6 min read
On this page

Object Detection and Recognition

Object detection evolution from R-CNN to YOLO

Overview

Object detection localizes and classifies objects in images, producing bounding boxes with class labels and confidence scores. The field has evolved from handcrafted features to deep learning, and from two-stage to single-shot and transformer-based architectures.


Classical Detection

HOG + SVM

Histogram of Oriented Gradients (Dalal & Triggs, 2005):

  1. Compute gradients: magnitude and direction at each pixel
  2. Cell histograms: divide image into cells (8x8 pixels), compute 9-bin orientation histogram per cell
  3. Block normalization: group cells into overlapping blocks (2x2 cells), L2-normalize each block's concatenated histograms
  4. Classification: concatenate all block descriptors into a feature vector, train linear SVM

Sliding window: scan image at multiple scales and positions, classify each window.

Deformable Parts Model (DPM): extends HOG with a root filter and deformable part filters, trained with latent SVM. Dominated detection benchmarks pre-deep learning.


Two-Stage Detectors

R-CNN (Regions with CNN features)

  1. Generate ~2000 region proposals (Selective Search)
  2. Warp each proposal to fixed size, extract CNN features (AlexNet/VGG)
  3. Classify with per-class SVMs
  4. Refine boxes with bounding box regression

Slow: CNN runs independently on each proposal.

Fast R-CNN

  • Run CNN once on entire image to get feature map
  • RoI Pooling: project proposals onto feature map, max-pool to fixed size
  • Multi-task loss: classification (softmax) + box regression (smooth L1) in single network
  • 10x faster than R-CNN at training, 150x at inference

Faster R-CNN

Replaces Selective Search with a Region Proposal Network (RPN):

  • Shares convolutional features with detection network
  • At each spatial location, predicts K anchor boxes (multiple scales and aspect ratios)
  • Outputs objectness score + box refinement for each anchor
  • NMS on proposals, top-N fed to detection head

Anchor design: typically 3 scales x 3 aspect ratios = 9 anchors per location.

Two-stage process: RPN proposes, detection head classifies and refines.

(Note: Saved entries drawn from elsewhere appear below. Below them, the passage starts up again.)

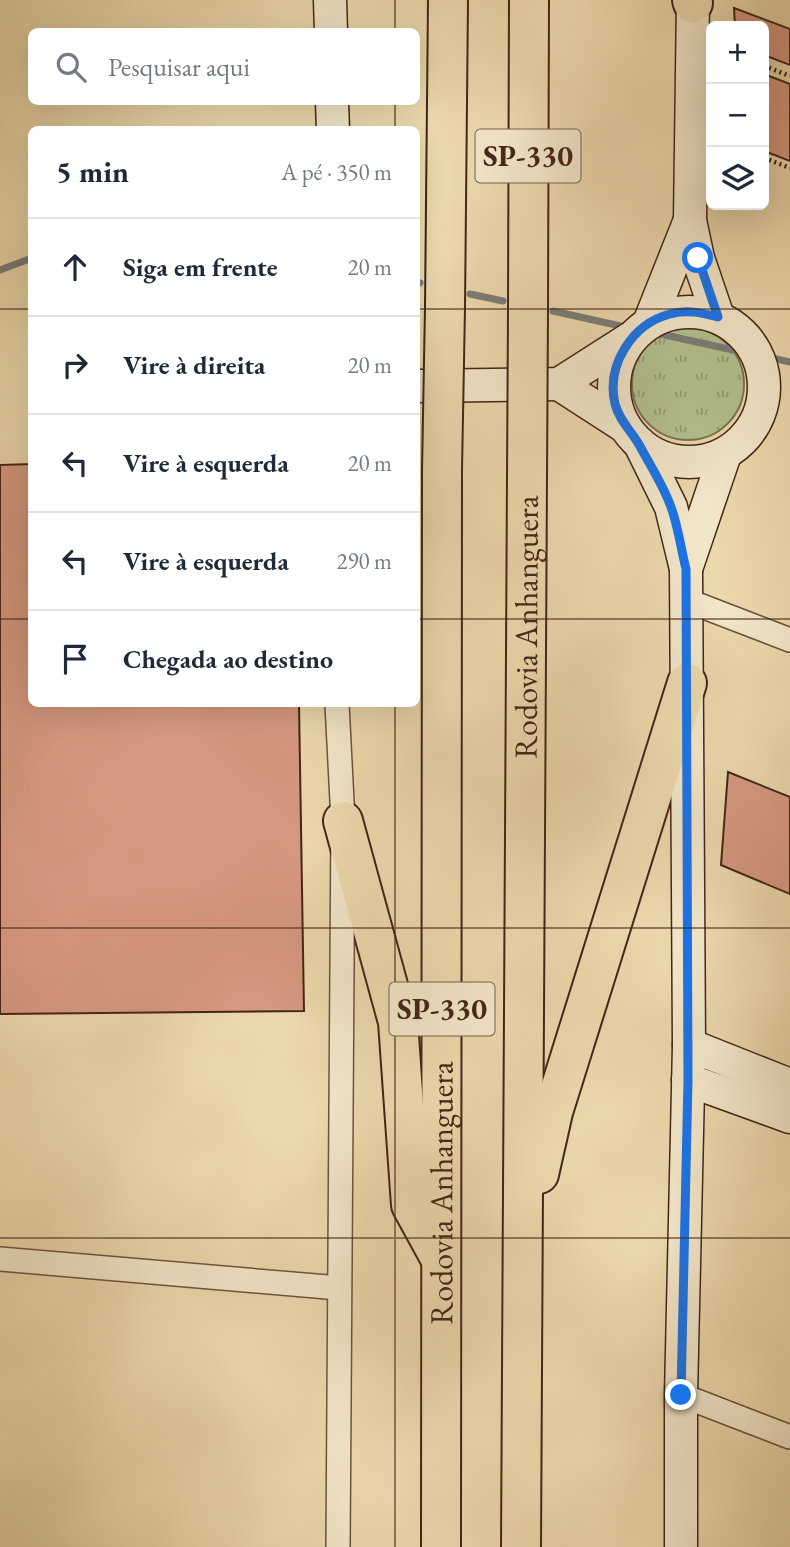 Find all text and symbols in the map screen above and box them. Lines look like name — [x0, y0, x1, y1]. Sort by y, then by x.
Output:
map controls — [706, 21, 769, 210]
button: + — [706, 21, 769, 84]
search box — [28, 28, 420, 105]
icon: search — [52, 48, 90, 86]
text: Pesquisar aqui — [108, 50, 250, 84]
button: − — [706, 84, 769, 147]
road number: SP-330 — [476, 130, 580, 182]
button: layers — [706, 147, 769, 210]
text: 5 min — [56, 152, 129, 191]
text: A pé · 350 m — [281, 157, 392, 187]
route start — [682, 242, 713, 273]
icon: ahead — [56, 248, 94, 286]
text: Siga em frente — [123, 250, 278, 284]
text: 20 m — [347, 252, 392, 282]
icon: right — [56, 346, 94, 384]
text: Vire à direita — [123, 348, 265, 382]
text: 20 m — [347, 350, 392, 380]
icon: left — [56, 444, 94, 482]
text: Vire à esquerda — [123, 446, 289, 480]
text: 20 m — [347, 448, 392, 478]
street label: Rodovia Anhanguera — [504, 495, 548, 759]
icon: left — [56, 542, 94, 580]
text: Vire à esquerda — [123, 544, 289, 578]
text: 290 m — [336, 546, 392, 576]
icon: arrive — [56, 640, 94, 678]
text: Chegada ao destino — [123, 642, 333, 676]
road number: SP-330 — [390, 982, 494, 1036]
street label: Rodovia Anhanguera — [420, 1061, 462, 1325]
route end — [665, 1379, 696, 1410]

Feature Pyramid Network (FPN)

Multi-scale feature extraction via top-down pathway with lateral connections:

P5 = Conv1x1(C5)
P4 = Conv1x1(C4) + Upsample(P5)
P3 = Conv1x1(C3) + Upsample(P4)
P2 = Conv1x1(C2) + Upsample(P3)

Each level detects objects at different scales. Standard backbone for modern detectors.


Single-Shot Detectors

SSD (Single Shot MultiBox Detector)

  • Multi-scale detection from multiple feature map layers (VGG-based)
  • Default boxes (anchors) at each location on each feature map
  • Directly predicts class scores + box offsets for each default box
  • Hard negative mining: 3:1 negative-to-positive ratio
  • Faster than Faster R-CNN but less accurate on small objects

YOLO Family

YOLOv1 (You Only Look Once):

  • Divide image into SxS grid
  • Each cell predicts B bounding boxes + confidence + C class probabilities
  • Single regression problem: image pixels to boxes + classes
  • Extremely fast but coarse localization

YOLOv2/v3: multi-scale detection, anchor boxes, Darknet backbone, feature pyramid.

YOLOv4: bag of freebies (data augmentation, label smoothing) + bag of specials (SPP, PAN, Mish activation). CSPDarknet backbone.

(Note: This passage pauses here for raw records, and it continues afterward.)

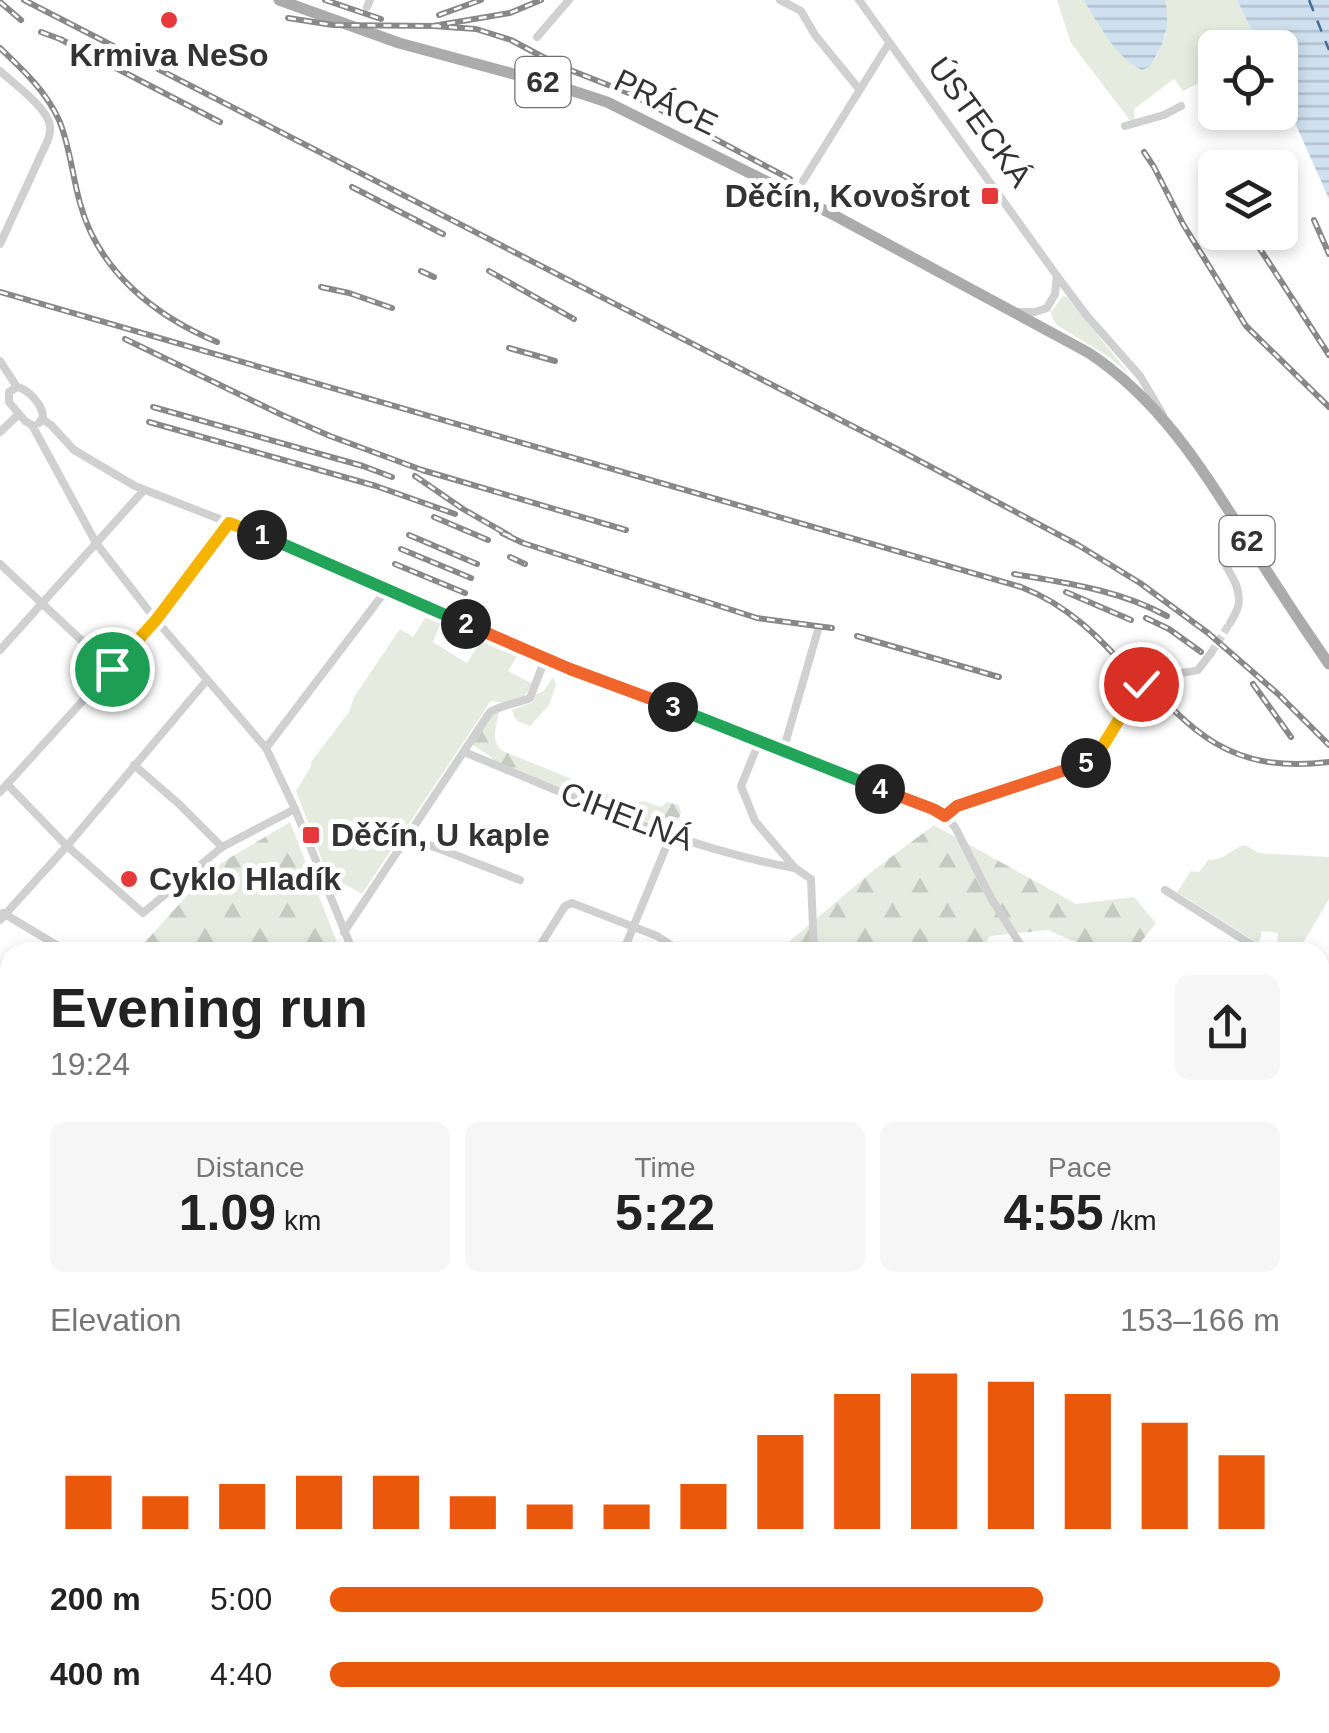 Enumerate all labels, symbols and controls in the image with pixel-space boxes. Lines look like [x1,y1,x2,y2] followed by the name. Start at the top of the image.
[158,9,180,31] marker: Krmiva NeSo
[1198,30,1298,250] map controls
[1198,30,1298,130] button: locate
[69,37,269,73] place label: Krmiva NeSo
[921,50,1039,194] street label: ÚSTECKÁ
[516,57,570,107] road number: 62
[609,62,723,142] street label: PRÁCE
[1198,150,1298,250] button: layers
[725,178,970,214] place label: Děčín, Kovošrot
[979,185,1001,207] marker: Děčín, Kovošrot
[237,510,287,560] pin: 1
[1220,516,1274,566] road number: 62
[254,519,270,550] text: 1
[441,599,491,649] pin: 2
[458,608,474,639] text: 2
[70,627,155,712] pin
[85,642,140,697] icon: arrive
[1099,642,1184,727] pin
[1114,657,1169,712] icon: check
[648,682,698,732] pin: 3
[665,691,681,722] text: 3
[1061,738,1111,788] pin: 5
[1078,747,1094,778] text: 5
[855,764,905,814] pin: 4
[872,773,888,804] text: 4
[556,774,699,858] street label: CIHELNÁ
[331,817,550,853] place label: Děčín, U kaple
[300,824,322,846] marker: Děčín, U kaple
[149,861,341,897] place label: Cyklo Hladík
[118,868,140,890] marker: Cyklo Hladík
[1175,975,1280,1080] button: share
[50,977,368,1039] text: Evening run
[50,1046,130,1082] text: 19:24
[196,1152,304,1183] text: Distance
[634,1152,696,1183] text: Time
[1048,1152,1112,1183] text: Pace
[179,1185,276,1241] text: 1.09
[615,1185,715,1241] text: 5:22
[1004,1185,1104,1241] text: 4:55
[276,1205,321,1236] text: km
[1104,1205,1156,1236] text: /km
[50,1302,182,1338] text: Elevation
[1120,1302,1280,1338] text: 153–166 m
[50,1581,141,1617] text: 200 m
[210,1581,272,1617] text: 5:00
[50,1656,141,1692] text: 400 m
[210,1656,272,1692] text: 4:40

YOLOv5-v8 (Ultralytics): engineering improvements, anchor-free (v8), decoupled head, task-specific variants (detection, segmentation, pose).

YOLOv9: Programmable Gradient Information (PGI) + Generalized ELAN architecture.

YOLOv10/v11: NMS-free training with consistent dual assignments, further architectural refinements.

RetinaNet and Focal Loss

Key problem: extreme foreground-background class imbalance in single-shot detectors. Most anchors are easy negatives that dominate the loss.

Focal Loss:

FL(p_t) = -alpha_t * (1 - p_t)^gamma * log(p_t)

where p_t = p if y=1, else 1-p.

  • gamma = 0: standard cross-entropy
  • gamma = 2 (typical): down-weights easy examples by factor (1-p_t)^2
  • alpha_t: class balancing weight

Example: if p_t = 0.9 (easy example), focal loss is 100x smaller than CE.

Architecture: ResNet + FPN backbone, two subnetworks (classification + regression) applied to each FPN level. Matched two-stage detector accuracy with single-shot speed.


Anchor-Free Detectors

Eliminate the need for predefined anchor boxes.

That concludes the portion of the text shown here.